Flash Fiction: Buttons


Pint in one hand. Clasped. Wouldn't want it to go to waste. Key card in the other. Got it ready. Mustn't look drunk.

Marjorie waited, swaying gently, no breeze but the air-conditioning.

Was the lift slow? Or was it just relative to the evening's rapid flow of drinks? Gerry, the MD, had wrapped up the sales-and-management awayday hours earlier. It was straight into the G-and-Ts, followed by the margaritas, followed by the nameless alcopops, followed by beer, wine and more beer. Food? She remembered peanuts.

Leaving the bar had been a good call. She'd had a few too many. If she didn't get back to her room she was worried the next one would be a co-worker not a drink. She'd sensed she was overflirting, practically groping her male colleagues, undressing them with her throaty laugh. Their beer goggles filling with expectation, slowly restoring her to youth. They were looking at her — to her — not just at the pretty young things — the bitches — from reception and purchasing.

Fuck. She'd dropped her key card. Bending over — more revealing than she'd meant to be, but not as easy as it used to be — she saw two buttons undone on her blouse. Did that happen earlier or just now? More revealing than she'd meant to be.

Ting. The lift door closed in front of her as she stood up. Fuck. She hadn't heard it arrive. She pressed the button. Too late. More waiting. At least she had a drink and yet another reason to have it.
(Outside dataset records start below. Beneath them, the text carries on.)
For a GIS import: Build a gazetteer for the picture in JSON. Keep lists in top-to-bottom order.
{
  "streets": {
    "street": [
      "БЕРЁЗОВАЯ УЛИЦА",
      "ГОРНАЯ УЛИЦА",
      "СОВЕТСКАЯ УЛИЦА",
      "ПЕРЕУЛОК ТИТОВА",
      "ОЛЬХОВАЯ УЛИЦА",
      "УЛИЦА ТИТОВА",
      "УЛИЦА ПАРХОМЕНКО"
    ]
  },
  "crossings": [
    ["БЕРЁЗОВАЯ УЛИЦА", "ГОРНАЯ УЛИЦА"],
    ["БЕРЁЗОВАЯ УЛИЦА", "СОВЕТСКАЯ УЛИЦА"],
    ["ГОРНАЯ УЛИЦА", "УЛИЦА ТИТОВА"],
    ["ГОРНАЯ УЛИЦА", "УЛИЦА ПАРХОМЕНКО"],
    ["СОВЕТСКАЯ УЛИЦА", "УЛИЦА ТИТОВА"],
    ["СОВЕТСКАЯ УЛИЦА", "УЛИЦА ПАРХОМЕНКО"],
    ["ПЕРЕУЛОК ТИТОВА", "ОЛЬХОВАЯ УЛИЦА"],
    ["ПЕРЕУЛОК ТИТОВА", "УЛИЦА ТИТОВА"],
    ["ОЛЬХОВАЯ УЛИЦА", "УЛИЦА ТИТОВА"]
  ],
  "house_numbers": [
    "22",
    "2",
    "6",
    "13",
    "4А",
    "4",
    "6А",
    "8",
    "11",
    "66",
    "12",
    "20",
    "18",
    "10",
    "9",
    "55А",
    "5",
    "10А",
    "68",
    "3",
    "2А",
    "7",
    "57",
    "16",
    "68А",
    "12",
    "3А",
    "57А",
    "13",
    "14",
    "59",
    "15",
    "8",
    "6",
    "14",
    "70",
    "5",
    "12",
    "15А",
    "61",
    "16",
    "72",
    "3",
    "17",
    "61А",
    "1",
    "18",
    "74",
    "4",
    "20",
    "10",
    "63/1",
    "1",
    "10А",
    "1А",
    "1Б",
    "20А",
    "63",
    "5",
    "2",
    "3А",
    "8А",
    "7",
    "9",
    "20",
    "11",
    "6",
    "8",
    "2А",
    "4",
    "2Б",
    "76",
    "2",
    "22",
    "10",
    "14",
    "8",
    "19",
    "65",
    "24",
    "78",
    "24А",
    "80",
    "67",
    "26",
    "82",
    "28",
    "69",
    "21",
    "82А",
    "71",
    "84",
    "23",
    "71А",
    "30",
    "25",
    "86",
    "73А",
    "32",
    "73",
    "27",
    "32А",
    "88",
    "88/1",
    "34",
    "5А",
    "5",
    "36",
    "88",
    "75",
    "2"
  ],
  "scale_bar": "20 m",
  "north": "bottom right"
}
Affairs as short as they were doomed. Drunken one-nighters with younger men whose regret she saw across the pillow in the morning. Or older men who couldn't believe their luck but couldn't get it up. At least tonight she'd be taking only the drink to her room.
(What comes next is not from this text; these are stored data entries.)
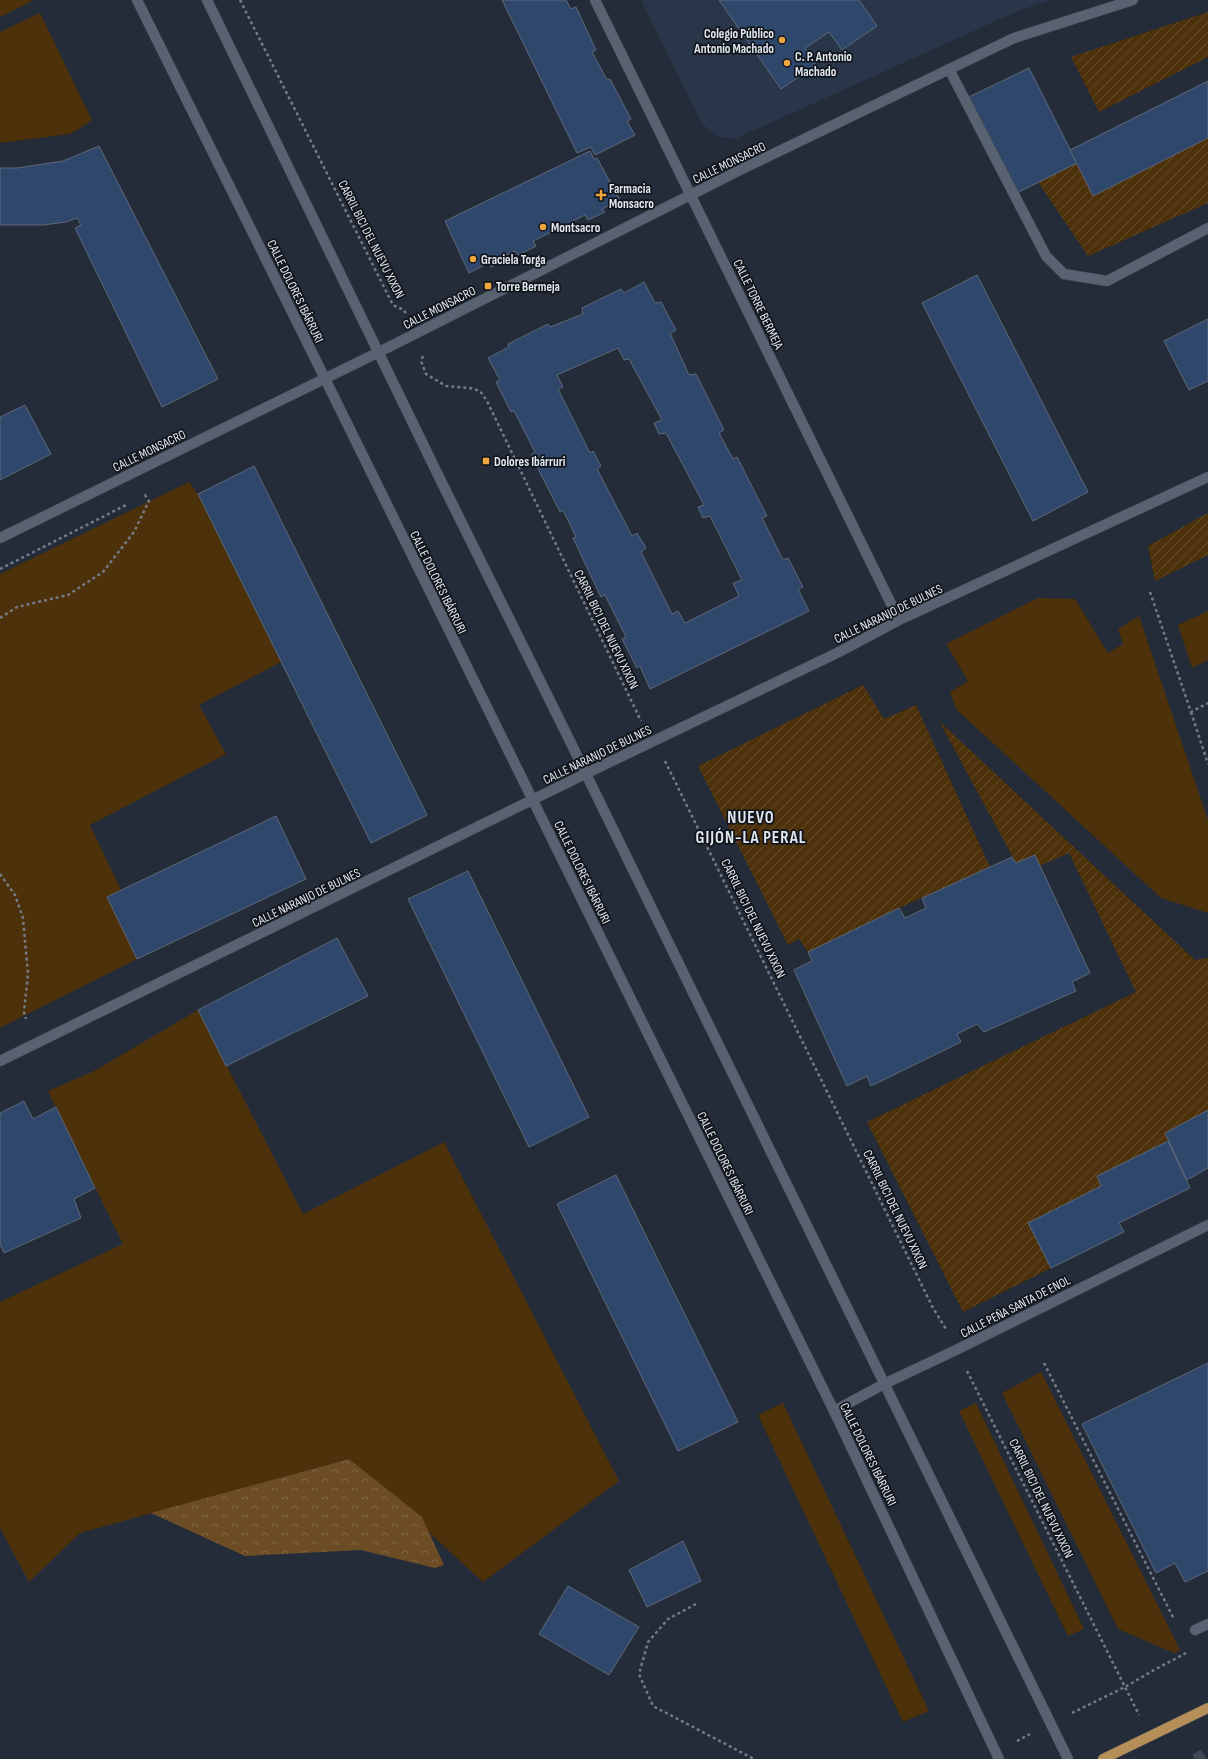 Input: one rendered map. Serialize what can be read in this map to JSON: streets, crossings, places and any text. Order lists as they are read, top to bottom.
{
  "streets": {
    "street": [
      "CALLE MONSACRO",
      "CALLE DOLORES IBÁRRURI",
      "CALLE TORRE BERMEJA",
      "CALLE NARANJO DE BULNES",
      "CALLE PEÑA SANTA DE ENOL"
    ],
    "path": ["CARRIL BICI DEL NUEVU XIXON"]
  },
  "crossings": [
    ["CALLE MONSACRO", "CARRIL BICI DEL NUEVU XIXON"],
    ["CALLE MONSACRO", "CALLE DOLORES IBÁRRURI"],
    ["CALLE MONSACRO", "CALLE TORRE BERMEJA"],
    ["CARRIL BICI DEL NUEVU XIXON", "CALLE NARANJO DE BULNES"],
    ["CARRIL BICI DEL NUEVU XIXON", "CALLE PEÑA SANTA DE ENOL"],
    ["CALLE DOLORES IBÁRRURI", "CALLE NARANJO DE BULNES"],
    ["CALLE DOLORES IBÁRRURI", "CALLE PEÑA SANTA DE ENOL"],
    ["CALLE TORRE BERMEJA", "CALLE NARANJO DE BULNES"]
  ],
  "districts": ["NUEVO GIJÓN-LA PERAL"],
  "places": {
    "other": [
      "Colegio Público Antonio Machado",
      "C. P. Antonio Machado",
      "Montsacro",
      "Graciela Torga"
    ],
    "health": ["Farmacia Monsacro"],
    "transit": ["Torre Bermeja", "Dolores Ibárruri"]
  }
} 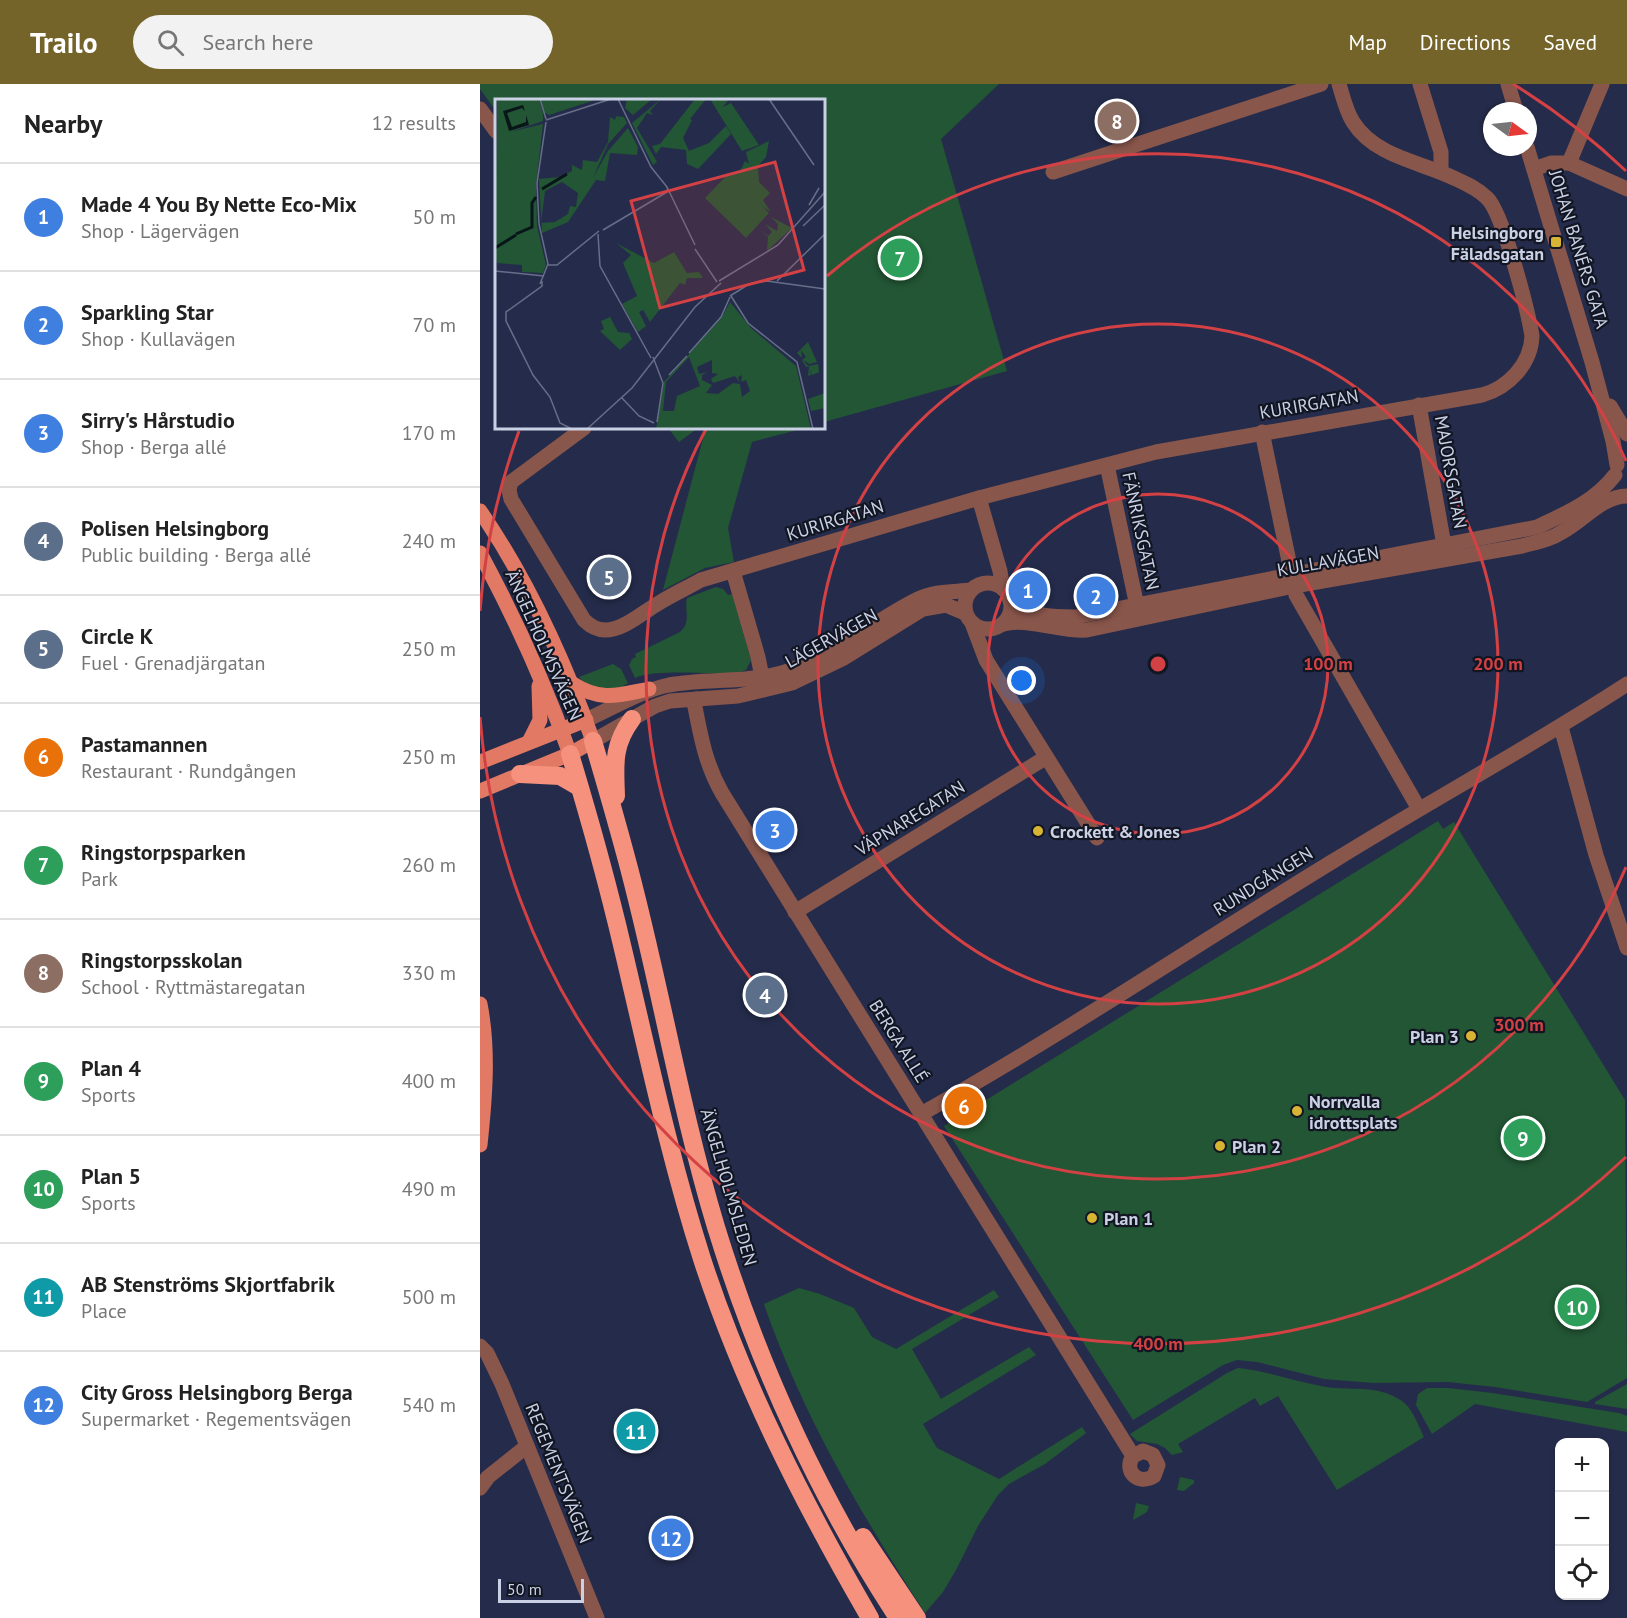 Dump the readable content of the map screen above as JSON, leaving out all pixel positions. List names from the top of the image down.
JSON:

Her marriage had limped across the finishing line twenty years after a false start. A husband whose long-running deceit had fooled her and three other women, an extended family she never knew she had. A son who drifted everywhere and committed to nothing, from his iPod shuffle to his carousel of girlfriends. A daughter whose prudishness seemed a studied response to her family, distancing herself by more than a reasonable airfare.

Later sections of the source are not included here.